4. What made you decide to earn your CCSK? What part of the material from the CCSK has been the most relevant in your work and why?

Being relatively new to the public cloud space, I found the Security Guidance (v4.0) most relevant; a part of the CCSK examination kit containing all the key points that can be used as a framework to secure resources on the cloud.

The best part of the CCSK materials is that they are concise and to the point. No fluff, just useful stuff, and the preparation kit is FREE! What more can one ask for?

5. How does CCM help communicate with customers?
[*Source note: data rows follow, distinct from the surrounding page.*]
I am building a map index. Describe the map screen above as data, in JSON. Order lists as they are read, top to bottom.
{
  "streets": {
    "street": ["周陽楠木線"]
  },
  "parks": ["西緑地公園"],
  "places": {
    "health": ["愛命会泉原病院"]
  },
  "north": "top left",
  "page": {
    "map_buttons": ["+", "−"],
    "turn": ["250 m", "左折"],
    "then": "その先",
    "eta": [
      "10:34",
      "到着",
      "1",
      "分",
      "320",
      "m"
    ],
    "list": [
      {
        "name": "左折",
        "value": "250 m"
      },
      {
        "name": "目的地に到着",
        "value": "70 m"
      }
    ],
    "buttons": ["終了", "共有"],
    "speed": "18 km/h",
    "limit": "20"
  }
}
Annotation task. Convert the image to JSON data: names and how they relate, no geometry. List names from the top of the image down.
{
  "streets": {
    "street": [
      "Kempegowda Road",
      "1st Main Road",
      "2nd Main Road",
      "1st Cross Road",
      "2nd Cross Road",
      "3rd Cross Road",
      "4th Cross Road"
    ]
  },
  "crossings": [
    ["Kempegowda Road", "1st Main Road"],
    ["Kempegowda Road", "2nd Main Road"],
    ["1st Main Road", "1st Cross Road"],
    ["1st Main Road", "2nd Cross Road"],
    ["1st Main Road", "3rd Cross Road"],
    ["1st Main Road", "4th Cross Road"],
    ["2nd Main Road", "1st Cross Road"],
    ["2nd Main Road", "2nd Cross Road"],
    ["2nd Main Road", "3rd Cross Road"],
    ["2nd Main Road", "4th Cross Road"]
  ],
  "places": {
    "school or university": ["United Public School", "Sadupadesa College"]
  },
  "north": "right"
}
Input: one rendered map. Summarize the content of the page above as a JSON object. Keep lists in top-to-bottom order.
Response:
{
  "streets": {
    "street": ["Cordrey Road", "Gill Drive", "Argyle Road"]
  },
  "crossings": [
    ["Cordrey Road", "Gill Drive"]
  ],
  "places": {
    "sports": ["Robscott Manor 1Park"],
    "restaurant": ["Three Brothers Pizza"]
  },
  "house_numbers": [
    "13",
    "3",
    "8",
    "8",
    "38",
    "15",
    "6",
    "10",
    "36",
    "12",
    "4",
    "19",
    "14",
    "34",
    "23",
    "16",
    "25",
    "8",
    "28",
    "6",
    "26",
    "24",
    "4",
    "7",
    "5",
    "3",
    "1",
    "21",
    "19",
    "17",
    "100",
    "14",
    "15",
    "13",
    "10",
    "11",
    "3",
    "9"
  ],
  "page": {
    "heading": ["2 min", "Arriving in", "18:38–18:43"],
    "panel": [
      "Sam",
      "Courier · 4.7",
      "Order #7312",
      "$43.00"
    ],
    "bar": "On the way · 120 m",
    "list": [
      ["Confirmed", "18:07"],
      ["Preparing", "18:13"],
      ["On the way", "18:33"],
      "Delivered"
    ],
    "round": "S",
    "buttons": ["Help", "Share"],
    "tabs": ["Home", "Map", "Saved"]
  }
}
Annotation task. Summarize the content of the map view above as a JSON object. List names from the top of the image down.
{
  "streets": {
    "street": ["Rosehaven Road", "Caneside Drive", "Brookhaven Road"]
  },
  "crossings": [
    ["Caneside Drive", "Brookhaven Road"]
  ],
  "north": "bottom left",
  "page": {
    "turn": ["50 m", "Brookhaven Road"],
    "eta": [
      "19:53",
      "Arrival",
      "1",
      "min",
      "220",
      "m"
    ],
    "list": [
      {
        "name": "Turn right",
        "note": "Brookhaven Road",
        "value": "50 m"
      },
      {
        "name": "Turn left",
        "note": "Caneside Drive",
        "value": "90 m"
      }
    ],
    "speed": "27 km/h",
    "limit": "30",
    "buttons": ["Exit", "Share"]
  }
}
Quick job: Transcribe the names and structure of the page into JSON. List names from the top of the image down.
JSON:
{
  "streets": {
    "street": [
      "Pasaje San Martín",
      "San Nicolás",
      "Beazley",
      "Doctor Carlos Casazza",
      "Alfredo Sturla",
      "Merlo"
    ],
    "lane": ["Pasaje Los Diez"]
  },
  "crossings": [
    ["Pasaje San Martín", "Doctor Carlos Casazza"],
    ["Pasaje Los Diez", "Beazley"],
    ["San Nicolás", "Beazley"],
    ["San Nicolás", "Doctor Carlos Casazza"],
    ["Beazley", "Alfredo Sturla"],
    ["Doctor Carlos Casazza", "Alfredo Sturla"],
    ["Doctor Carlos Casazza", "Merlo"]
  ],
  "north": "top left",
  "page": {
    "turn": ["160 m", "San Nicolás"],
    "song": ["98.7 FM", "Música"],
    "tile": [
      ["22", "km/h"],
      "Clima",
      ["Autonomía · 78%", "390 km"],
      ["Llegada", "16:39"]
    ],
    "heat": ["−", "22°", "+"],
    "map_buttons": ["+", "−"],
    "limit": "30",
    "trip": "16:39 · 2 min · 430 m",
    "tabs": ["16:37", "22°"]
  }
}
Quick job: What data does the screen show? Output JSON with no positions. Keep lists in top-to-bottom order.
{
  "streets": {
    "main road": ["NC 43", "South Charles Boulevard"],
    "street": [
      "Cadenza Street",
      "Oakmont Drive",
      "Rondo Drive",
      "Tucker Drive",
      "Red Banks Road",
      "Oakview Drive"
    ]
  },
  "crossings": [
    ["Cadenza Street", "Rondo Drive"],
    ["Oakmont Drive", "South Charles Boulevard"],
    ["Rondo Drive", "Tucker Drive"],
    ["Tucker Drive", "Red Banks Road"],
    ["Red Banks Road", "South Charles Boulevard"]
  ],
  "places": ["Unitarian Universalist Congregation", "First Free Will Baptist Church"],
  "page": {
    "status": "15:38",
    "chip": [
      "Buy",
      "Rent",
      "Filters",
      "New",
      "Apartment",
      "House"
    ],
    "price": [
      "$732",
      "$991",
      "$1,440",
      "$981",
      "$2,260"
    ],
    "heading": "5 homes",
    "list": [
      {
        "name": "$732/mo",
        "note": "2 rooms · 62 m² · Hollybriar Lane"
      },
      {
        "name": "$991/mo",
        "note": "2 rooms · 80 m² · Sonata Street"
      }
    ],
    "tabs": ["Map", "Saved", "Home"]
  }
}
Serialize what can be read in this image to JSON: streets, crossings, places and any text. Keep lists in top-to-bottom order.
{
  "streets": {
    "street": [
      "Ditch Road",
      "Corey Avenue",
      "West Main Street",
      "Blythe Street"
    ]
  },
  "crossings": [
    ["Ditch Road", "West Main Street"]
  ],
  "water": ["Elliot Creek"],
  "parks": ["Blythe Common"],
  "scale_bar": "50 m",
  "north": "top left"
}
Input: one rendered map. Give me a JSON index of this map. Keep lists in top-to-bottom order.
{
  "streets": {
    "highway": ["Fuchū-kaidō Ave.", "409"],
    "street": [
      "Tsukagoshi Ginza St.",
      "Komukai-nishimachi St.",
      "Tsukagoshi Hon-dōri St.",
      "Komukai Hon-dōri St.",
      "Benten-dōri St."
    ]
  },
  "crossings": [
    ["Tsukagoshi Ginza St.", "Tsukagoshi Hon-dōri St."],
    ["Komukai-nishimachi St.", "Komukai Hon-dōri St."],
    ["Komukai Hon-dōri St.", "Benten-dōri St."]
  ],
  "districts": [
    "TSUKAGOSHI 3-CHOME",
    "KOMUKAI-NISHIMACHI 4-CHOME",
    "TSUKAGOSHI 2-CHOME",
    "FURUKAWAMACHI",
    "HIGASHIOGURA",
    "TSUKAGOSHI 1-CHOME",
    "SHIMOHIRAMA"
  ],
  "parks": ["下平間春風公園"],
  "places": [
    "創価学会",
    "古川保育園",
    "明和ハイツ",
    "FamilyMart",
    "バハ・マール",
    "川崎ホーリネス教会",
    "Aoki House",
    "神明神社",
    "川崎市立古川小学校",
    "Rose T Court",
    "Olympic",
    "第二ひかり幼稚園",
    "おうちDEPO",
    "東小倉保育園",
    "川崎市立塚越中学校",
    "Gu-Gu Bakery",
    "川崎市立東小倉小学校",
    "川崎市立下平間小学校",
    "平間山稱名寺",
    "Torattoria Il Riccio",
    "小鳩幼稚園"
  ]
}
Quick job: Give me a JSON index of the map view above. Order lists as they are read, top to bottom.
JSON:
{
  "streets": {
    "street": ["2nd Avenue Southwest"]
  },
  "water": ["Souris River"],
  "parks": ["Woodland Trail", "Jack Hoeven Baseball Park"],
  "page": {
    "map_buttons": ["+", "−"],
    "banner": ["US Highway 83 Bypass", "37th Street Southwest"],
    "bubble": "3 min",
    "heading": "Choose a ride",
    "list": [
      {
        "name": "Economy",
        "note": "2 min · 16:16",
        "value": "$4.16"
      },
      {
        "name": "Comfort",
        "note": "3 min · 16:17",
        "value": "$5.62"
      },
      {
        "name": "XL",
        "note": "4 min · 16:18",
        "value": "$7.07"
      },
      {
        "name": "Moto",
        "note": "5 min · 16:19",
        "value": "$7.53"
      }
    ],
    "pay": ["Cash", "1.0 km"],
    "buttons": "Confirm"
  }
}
CCM is a labor of love from CSA. The CSA team has done a lot of heavy lifting, mapping critical cloud controls against various industry standards and frameworks.

Using the CCM as a reference would help ensure one covers the controls of most (if not all) bases on the cloud. Considering it is widely recognized, auditors have been using it as a reference to conduct cloud audits.

Thus, there is some level of assurance that essential controls are taken into consideration.

6. What's the value in a vendor-neutral certificate versus getting certified by a vendor like AWS? In what scenario are the different certificates important?

A vendor-neutral certificate allows one to see the big picture and essential points of the cloud platform and identify important common traits, advantages, and drawbacks.

A vendor-specific certification enables one to exploit the features specific to that CSP's platform to the fullest and to best use it as it is intended to be used.

7. Would you encourage your staff and/or colleagues to obtain the CCSK or other CSA qualifications? Why?

I always encourage my staff and colleagues to obtain certifications or certificates. The certification or certificate syllabus would force one to systematically cover the required knowledge area instead of cherry-picking areas of interest.

The systematic coverage of knowledge areas to pass an exam provides one a toolbox in which one can select the correct tools for a given job. Conversely, if one does not have a systematic learning path, it is analogous to having only a hammer. When that happens, everything is treated like a nail, even screws or bolts!

Of course, having an extra shiny badge (I believe there is an announcement that Credly badges are being issued!) would not hurt on one's resume? The majority of folks like to collect shiny things.

8. What is the best advice you could give to IT professionals in order for them to scale new heights in their careers?

Stay hungry for knowledge. What you know today can be obsolete tomorrow. The learning must never stop.